"You can figure out how to get it off. It's on the Internet. I looked it up." Martha Stewart on her monitoring bracelet, to Vanity Fair
Martha, my dear, thank you for not prematurely hacking off the modern offender supervision device also known as an electronic monitor bracelet. We know you wanted to. We know it itched and, in your words, "the rigid rubber and wire band" irritated and generally was a pain in the ankle.
But you stuck it out - except for the undisclosed violation that added three weeks to your home confinement - and tonight at midnight, the federal government, which you were convicted of lying to about a relatively measly stock trade, allows you to remove the monitoring bracelet as your five-month house arrest ends.
You will now be free to move about the country.
Come pitch, hit, catch or manage for the Orioles. Yes, the baseball season has come to this: Martha-referenced cheap shots. Come film a cameo for a future John Waters movie - although the usual I'll-play-along Waters said yesterday, "I don't feel strongly enough about Martha Stewart to be funny." Which is kind of funny in itself.
No strong feelings about Martha? This from the same filmmaker who put Patricia Hearst in a movie? OK, even Waters gets a pass now and then.
But we have strong feelings about Martha and her bracelet. Powerful feelings. An ankle bracelet, even if court-ordered, emits a low-rent vibe and, thus, is perversely appealing on someone so high rent. This level of analysis can get pretty sophisticated, so let's just say a braceleted Martha has that bad-good-girl thing going on.
Until this past week, we never thought much about Martha. When other enlightened men folk would say, Have to admit it, dude, she's good-looking, we would smile politely and concur telepathically.
We would then quickly banish such thoughts because we feared Martha could somehow hear our private observations, track us down by transmitter bracelet, and crochet a prison poncho out of our hides. Fear of Martha - or Marthobia, as experts call it.

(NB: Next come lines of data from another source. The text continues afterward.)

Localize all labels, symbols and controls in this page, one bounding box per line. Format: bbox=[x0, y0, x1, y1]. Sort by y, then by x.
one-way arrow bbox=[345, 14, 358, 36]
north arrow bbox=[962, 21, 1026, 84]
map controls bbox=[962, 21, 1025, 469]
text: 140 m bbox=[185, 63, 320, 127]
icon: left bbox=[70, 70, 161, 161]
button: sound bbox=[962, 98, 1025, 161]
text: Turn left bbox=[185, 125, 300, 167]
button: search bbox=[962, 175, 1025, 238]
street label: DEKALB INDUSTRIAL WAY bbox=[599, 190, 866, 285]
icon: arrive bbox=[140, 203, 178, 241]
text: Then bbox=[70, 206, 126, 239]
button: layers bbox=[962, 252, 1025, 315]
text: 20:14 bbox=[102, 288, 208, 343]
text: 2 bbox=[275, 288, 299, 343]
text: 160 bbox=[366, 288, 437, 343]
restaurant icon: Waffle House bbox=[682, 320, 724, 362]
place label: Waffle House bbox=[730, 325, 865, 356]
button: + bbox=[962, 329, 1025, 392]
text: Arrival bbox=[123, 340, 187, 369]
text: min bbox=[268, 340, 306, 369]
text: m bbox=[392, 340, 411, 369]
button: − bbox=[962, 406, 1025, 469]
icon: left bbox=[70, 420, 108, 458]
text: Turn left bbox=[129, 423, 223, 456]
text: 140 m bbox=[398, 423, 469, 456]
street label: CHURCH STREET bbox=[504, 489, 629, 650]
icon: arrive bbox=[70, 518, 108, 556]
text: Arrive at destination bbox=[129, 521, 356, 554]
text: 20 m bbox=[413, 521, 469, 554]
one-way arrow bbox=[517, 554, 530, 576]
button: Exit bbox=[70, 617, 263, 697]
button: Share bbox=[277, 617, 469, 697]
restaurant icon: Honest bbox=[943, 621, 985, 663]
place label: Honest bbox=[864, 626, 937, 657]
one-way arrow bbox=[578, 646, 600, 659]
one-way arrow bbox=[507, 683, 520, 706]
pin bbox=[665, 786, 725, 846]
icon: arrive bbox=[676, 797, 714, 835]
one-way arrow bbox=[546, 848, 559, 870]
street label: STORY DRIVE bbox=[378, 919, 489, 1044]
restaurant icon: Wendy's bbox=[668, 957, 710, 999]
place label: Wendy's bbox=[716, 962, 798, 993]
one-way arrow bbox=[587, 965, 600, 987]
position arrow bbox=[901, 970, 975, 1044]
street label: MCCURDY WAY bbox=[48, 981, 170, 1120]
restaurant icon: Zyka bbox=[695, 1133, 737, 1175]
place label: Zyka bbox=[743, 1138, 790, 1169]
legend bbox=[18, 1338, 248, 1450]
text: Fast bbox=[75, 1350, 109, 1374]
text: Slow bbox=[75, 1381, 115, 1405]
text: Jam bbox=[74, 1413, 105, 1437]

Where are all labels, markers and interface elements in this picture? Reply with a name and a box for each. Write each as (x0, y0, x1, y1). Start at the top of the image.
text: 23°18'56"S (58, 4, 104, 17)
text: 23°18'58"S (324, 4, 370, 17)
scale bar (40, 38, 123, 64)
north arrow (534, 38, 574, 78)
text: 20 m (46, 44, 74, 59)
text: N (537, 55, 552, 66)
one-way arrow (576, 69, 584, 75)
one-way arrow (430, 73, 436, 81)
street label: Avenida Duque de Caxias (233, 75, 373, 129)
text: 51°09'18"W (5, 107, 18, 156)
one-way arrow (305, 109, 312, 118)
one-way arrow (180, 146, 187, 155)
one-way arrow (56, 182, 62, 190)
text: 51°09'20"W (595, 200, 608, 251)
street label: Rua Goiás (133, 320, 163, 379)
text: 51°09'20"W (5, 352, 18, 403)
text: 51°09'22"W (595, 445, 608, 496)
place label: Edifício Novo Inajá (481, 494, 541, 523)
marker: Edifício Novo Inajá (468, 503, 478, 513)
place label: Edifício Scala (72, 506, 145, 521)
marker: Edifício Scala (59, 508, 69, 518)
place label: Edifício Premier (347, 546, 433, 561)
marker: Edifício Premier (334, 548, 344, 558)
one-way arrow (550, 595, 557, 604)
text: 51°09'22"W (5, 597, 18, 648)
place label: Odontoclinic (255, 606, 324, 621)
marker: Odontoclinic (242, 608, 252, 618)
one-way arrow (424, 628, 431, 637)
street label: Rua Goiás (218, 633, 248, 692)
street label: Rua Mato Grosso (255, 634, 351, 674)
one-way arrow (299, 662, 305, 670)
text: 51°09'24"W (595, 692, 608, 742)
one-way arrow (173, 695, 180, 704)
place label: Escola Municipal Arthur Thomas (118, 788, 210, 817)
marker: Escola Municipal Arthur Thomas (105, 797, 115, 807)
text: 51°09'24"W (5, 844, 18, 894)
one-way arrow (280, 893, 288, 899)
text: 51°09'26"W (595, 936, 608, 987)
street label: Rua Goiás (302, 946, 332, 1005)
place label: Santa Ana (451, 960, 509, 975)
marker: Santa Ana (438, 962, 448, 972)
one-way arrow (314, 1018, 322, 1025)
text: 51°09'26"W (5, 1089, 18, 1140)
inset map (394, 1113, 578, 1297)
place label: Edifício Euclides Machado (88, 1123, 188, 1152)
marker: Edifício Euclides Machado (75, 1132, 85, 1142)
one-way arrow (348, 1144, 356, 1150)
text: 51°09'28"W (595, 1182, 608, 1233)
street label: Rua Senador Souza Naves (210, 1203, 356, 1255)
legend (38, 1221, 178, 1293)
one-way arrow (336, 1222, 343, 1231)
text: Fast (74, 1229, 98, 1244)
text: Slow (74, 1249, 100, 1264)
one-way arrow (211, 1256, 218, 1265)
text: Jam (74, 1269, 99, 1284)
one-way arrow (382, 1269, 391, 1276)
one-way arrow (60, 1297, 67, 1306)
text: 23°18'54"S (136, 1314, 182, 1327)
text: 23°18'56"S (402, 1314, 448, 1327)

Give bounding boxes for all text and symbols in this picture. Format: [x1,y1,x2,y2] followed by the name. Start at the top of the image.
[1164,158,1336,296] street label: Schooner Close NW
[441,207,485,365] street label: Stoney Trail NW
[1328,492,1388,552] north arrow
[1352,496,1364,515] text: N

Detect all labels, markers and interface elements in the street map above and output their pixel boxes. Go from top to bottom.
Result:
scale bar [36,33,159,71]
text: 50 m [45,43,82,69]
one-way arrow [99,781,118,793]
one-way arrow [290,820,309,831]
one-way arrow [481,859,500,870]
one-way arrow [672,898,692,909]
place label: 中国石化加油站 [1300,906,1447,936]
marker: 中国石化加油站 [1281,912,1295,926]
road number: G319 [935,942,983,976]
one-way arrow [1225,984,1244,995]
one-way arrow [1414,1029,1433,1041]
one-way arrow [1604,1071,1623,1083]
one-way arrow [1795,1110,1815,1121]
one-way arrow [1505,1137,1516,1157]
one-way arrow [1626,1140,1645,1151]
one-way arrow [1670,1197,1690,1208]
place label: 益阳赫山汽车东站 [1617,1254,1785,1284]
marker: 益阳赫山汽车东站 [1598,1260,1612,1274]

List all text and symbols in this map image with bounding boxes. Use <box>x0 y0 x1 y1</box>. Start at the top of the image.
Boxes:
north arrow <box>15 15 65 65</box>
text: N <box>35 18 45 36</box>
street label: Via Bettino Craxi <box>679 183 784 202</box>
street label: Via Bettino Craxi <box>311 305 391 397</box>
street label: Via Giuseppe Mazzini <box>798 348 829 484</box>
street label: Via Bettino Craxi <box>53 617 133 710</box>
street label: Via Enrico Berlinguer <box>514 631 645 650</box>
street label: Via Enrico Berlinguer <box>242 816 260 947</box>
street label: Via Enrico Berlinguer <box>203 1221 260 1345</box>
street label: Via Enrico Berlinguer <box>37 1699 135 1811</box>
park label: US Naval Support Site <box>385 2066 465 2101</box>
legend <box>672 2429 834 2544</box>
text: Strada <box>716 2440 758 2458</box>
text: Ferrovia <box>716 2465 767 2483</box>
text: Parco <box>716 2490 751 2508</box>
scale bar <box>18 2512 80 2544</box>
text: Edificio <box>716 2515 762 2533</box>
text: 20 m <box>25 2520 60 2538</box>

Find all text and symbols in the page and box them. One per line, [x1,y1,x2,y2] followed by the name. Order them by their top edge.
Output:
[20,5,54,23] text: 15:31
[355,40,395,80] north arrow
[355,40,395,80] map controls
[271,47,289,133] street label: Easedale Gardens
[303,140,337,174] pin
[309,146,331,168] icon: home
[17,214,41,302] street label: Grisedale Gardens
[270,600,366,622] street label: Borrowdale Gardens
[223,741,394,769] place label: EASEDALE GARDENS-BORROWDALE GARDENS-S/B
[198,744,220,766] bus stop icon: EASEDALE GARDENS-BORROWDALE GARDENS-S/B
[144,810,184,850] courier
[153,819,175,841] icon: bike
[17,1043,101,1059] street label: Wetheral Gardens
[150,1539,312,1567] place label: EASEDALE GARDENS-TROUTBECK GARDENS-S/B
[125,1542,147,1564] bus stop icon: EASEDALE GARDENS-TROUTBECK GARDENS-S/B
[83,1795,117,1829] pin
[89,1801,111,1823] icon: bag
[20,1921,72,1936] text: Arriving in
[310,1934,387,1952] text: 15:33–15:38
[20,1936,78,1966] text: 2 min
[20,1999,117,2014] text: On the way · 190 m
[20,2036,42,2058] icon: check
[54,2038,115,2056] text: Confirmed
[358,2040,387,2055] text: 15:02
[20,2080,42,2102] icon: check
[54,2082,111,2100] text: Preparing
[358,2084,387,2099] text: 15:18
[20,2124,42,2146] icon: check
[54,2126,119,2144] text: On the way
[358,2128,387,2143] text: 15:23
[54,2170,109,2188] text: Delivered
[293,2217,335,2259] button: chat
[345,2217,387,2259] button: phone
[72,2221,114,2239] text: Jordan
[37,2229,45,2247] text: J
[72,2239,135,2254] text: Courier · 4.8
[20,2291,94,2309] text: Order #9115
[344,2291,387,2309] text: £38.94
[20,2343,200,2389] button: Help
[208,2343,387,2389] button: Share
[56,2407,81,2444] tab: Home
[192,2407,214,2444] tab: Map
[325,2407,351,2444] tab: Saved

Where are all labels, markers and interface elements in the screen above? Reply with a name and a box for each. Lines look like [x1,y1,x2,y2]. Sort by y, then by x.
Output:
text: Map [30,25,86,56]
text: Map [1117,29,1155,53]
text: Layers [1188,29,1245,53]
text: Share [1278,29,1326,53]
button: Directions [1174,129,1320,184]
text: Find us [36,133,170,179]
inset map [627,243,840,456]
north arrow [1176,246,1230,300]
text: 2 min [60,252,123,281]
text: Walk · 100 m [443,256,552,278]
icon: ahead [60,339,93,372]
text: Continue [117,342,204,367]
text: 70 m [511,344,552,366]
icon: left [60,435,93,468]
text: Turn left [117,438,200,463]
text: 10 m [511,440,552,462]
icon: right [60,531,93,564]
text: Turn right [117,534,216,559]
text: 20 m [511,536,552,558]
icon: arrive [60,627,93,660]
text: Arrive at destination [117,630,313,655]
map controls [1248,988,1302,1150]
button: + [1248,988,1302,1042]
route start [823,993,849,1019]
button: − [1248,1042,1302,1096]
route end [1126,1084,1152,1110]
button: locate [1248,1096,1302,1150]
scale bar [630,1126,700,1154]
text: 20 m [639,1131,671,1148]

We are now ready to come out of the armoire. At a news conference last week in New York, Martha Stewart, the 64-year-old founder of Martha Stewart Living Omnimedia, hiked her brown dress pants to show off her monitoring bracelet - a surveillance anklet, if you will. In photos seen 'round the Internet, Martha showed a little leg! And there, the rigid rubber of a monitoring bracelet shackled to a Martha ankle.
The bracelet "has had no impact whatsoever on the production of the shows," she told the press in announcing her daily syndicated show Martha and The Apprentice: Martha Stewart, both beginning next month.
Maybe the bracelet didn't impact her television productions, but we felt something. For Martha, this might as well have been a full-court striptease.
We did have a preview last month, when Martha was spotted riding horses at her Bedford, N.Y., estate. "The transmitter was firmly tethered to her ... leg, peeking out from a pair of form-fitting khaki jodhpurs," reported the New York Daily News.
Then came last Thursday, when Martha completely extended her leg to brazenly exhibit the bracelet, as TV producer Mark Burnett looked on and down. You go, home girl!
But all sexy, criminal accessories aren't meant to last.
At midnight, Martha can lose the monitor. There was "no statement" yesterday from a company spokesperson when asked if Martha had big plans for her liberation (although 18 months of probation now begin). Whatever she does, it won't be like that tacky Robert Blake, who, moments after being acquitted of murder charges, reached down and cut off his bracelet right there in the courtroom. Not special at all.
No, Martha will find a tasteful way of shedding that pain in her ankle. She will not miss her modern offender supervision device. But we will miss her bracelet - and that day in late August when Martha Stewart, of all people, showed a little leg.